“They’re attempting, both separately and in concert, to change important aspects of the existing international order. They are revisionist powers. The challenge they pose is collective and requires a collective response.”
Friedberg made the comments during a Jan. 19 webinar hosted by the German Marshall Fund of the United States, a think tank that seeks to promote cooperation between North American and European nations.
Friedberg said that, since 2014, China and Russia have engaged in a pattern of increasingly close cooperation, both overtly and covertly aligning themselves against the greater international order.
That growing closeness, he said, was driven by several factors, most notable among them a distrust of the values that underpin democratic societies.
“The deepest and perhaps the most important [of these factors], is a shared fear of, and animosity towards, what the Chinese now refer to as the so-called ‘universal values’ of the liberal democratic West, and the threat that these pose to the legitimacy of the Russian and Chinese regimes,” Friedberg said.
“Both China and Russia still need access to Western markets, capital, and technology,” Friedberg said. “So, they’re walking a very thin line. They’re pushing hard, but they’re trying not to provoke the Western powers into cutting them off.”

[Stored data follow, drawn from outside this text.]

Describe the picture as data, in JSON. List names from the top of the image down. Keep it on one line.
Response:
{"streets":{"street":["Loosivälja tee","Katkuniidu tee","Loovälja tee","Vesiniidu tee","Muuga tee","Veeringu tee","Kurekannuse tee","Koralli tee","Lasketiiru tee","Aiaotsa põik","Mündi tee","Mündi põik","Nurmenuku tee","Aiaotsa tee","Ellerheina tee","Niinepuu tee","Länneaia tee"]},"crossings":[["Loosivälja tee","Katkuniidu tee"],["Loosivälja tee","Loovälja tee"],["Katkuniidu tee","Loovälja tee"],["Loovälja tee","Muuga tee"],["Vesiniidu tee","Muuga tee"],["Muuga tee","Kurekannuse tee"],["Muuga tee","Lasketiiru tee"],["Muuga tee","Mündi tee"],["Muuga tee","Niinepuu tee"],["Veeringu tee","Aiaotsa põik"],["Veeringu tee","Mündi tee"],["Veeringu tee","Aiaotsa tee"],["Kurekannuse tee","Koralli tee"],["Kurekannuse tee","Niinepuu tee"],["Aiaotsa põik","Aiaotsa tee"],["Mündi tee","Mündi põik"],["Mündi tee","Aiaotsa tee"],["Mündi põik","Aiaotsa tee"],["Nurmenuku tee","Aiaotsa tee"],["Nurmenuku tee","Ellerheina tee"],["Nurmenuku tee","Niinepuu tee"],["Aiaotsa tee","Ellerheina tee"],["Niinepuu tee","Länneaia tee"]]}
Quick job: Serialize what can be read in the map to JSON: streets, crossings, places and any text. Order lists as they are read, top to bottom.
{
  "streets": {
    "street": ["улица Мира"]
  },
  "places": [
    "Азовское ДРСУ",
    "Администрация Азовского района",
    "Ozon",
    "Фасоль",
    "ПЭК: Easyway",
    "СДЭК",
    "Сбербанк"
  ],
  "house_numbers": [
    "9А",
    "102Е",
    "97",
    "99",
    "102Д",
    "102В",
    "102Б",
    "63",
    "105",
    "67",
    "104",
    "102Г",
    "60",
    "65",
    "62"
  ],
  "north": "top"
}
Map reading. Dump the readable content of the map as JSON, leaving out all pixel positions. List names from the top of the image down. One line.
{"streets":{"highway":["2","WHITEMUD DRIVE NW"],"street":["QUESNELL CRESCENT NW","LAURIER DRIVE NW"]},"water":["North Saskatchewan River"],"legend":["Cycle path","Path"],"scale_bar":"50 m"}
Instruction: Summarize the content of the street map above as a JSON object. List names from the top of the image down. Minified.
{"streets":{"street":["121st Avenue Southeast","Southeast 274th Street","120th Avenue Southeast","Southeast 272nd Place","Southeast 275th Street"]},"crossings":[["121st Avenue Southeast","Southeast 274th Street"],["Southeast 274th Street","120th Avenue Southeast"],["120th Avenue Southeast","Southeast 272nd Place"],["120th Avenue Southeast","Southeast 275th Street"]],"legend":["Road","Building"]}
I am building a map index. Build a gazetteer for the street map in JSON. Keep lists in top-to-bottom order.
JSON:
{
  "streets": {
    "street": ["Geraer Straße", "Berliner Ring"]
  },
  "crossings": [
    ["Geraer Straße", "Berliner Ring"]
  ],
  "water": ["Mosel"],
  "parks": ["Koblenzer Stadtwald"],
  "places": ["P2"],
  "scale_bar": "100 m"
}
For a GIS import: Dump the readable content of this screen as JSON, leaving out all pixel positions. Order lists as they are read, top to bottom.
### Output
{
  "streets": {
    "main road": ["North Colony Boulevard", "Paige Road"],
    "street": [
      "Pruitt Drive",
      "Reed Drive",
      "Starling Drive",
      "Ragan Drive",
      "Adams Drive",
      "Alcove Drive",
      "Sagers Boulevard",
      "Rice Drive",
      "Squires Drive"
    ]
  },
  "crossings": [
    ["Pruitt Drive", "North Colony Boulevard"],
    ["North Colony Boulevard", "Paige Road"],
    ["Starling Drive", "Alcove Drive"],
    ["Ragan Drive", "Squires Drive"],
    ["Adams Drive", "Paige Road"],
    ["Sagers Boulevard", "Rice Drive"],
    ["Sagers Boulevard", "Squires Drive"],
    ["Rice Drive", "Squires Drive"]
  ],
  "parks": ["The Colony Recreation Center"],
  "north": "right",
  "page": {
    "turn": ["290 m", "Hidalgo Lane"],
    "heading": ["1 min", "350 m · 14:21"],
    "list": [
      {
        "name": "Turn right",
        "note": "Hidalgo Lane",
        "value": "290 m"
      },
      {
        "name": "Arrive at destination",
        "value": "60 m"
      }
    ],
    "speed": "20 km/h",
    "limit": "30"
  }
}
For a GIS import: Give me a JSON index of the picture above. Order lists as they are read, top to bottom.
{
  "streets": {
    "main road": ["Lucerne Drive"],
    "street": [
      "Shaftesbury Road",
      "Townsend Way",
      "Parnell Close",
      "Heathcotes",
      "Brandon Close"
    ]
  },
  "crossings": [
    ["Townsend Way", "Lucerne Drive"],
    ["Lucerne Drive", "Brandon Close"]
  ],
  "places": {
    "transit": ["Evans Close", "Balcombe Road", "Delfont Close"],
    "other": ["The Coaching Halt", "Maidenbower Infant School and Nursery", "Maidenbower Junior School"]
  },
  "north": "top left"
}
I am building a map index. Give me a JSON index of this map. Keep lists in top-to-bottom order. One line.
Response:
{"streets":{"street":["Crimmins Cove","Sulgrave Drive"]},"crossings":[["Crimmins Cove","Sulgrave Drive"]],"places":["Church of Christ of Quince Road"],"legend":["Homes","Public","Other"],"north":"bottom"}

Such a situation may not last forever, however, Friedberg warned.
If Eurasian markets grew further detached from the West, for instance, or if either regime ceased to have at least some fear of Western reprisal for their actions, the game would be over.
“Authoritarian leaders have to become convinced that democratic societies, and the leaders of democratic societies, are willing to do things which not only impose costs on their opponents, but impose costs on their own societies,” Friedberg said.
“I’m afraid that they don’t believe that as much as I would like them to.”
To that end, Friedberg said that the increasing cooperation between the Chinese and Russian regimes was greater than many previously supposed, and that such an effort could only be countered through cooperation on a similar scale.
“We need collectively to have some broader conception of what we’re up against and how we need to respond to it,” Friedberg said.
“We’re up against this coordinated challenge from these big Eurasian authoritarian powers. They are pushing outwards and trying to expand their spheres of influence and modify the international order in various ways.”
“Ultimately, the response to that is going to have to be a more integrated collected response from democratic societies in the western hemispheres, in western Europe, and in the Asia-Pacific,” Friedberg said.